◆ Required action: Would you return, word for word, the lines of the data below from the line with "List all text" through the line with "I need the bounding", and no others?
[Provided data Boundary: Start]
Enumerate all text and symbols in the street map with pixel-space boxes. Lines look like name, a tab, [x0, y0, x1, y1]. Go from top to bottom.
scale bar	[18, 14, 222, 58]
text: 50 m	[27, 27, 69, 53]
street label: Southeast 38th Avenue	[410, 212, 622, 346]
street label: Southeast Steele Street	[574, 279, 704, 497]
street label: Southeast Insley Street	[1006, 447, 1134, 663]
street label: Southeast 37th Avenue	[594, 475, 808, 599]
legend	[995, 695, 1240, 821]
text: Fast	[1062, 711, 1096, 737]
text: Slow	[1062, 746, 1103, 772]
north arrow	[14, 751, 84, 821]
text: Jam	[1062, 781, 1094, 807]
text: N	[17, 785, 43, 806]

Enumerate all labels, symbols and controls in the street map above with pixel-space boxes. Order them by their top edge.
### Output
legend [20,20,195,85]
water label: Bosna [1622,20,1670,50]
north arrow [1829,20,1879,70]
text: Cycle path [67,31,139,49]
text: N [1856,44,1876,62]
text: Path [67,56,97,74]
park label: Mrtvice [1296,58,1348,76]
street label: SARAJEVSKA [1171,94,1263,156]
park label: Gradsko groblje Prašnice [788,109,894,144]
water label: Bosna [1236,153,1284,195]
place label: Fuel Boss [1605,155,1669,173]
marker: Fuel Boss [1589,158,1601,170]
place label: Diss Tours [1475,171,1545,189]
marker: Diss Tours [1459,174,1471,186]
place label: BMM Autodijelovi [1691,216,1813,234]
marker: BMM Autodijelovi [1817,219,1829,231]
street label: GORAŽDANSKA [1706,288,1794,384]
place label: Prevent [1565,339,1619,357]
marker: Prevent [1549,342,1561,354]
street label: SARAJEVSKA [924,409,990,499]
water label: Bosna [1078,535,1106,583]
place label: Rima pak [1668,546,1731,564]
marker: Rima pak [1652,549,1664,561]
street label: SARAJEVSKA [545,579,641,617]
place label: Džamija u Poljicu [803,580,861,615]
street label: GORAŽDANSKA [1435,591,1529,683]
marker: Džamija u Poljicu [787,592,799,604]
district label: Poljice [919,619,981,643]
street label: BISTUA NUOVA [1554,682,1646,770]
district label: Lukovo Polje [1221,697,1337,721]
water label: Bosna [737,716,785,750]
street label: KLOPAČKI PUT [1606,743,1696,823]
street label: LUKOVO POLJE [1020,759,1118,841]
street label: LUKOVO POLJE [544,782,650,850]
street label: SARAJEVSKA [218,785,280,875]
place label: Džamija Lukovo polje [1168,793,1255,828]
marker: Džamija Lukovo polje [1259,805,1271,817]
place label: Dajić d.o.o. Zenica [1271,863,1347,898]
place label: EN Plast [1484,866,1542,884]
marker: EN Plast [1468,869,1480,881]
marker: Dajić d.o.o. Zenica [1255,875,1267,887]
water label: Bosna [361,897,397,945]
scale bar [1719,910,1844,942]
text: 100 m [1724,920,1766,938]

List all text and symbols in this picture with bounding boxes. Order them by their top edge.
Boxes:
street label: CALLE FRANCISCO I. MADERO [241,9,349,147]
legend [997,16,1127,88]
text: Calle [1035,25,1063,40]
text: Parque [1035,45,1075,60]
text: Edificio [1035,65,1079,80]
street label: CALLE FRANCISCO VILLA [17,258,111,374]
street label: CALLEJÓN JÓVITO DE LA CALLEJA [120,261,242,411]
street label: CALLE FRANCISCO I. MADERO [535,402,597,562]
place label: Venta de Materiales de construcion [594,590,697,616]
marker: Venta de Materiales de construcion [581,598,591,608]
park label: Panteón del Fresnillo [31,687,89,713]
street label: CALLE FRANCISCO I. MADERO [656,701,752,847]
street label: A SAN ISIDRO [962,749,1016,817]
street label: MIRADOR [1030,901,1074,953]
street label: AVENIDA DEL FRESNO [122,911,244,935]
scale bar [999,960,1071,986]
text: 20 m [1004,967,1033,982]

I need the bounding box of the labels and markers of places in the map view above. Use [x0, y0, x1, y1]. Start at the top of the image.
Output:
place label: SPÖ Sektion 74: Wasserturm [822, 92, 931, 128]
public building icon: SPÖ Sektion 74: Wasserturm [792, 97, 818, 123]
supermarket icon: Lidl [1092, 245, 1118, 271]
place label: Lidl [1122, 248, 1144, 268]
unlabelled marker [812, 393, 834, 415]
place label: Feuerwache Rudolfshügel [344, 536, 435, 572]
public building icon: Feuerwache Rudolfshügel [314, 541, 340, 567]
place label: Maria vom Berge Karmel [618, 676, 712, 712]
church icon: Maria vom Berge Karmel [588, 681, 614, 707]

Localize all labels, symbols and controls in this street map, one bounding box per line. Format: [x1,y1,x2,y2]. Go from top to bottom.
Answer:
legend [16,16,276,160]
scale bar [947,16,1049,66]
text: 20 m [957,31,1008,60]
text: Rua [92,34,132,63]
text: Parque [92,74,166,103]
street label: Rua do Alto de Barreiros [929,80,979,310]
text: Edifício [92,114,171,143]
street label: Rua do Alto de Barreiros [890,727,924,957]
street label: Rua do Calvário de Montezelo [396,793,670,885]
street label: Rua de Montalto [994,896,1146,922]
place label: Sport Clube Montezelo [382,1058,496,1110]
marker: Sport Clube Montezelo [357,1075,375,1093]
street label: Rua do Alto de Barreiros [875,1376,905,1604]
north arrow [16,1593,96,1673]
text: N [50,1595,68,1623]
[Provided data Boundary: End]
◆ Response:
List all text and symbols in this picture with bounding boxes. Order them by their top edge.
Boxes:
street label: CALLE FRANCISCO I. MADERO [241,9,349,147]
legend [997,16,1127,88]
text: Calle [1035,25,1063,40]
text: Parque [1035,45,1075,60]
text: Edificio [1035,65,1079,80]
street label: CALLE FRANCISCO VILLA [17,258,111,374]
street label: CALLEJÓN JÓVITO DE LA CALLEJA [120,261,242,411]
street label: CALLE FRANCISCO I. MADERO [535,402,597,562]
place label: Venta de Materiales de construcion [594,590,697,616]
marker: Venta de Materiales de construcion [581,598,591,608]
park label: Panteón del Fresnillo [31,687,89,713]
street label: CALLE FRANCISCO I. MADERO [656,701,752,847]
street label: A SAN ISIDRO [962,749,1016,817]
street label: MIRADOR [1030,901,1074,953]
street label: AVENIDA DEL FRESNO [122,911,244,935]
scale bar [999,960,1071,986]
text: 20 m [1004,967,1033,982]

I need the bounding box of the labels and markers of places in the map view above. Use [x0, y0, x1, y1]. Start at the top of the image.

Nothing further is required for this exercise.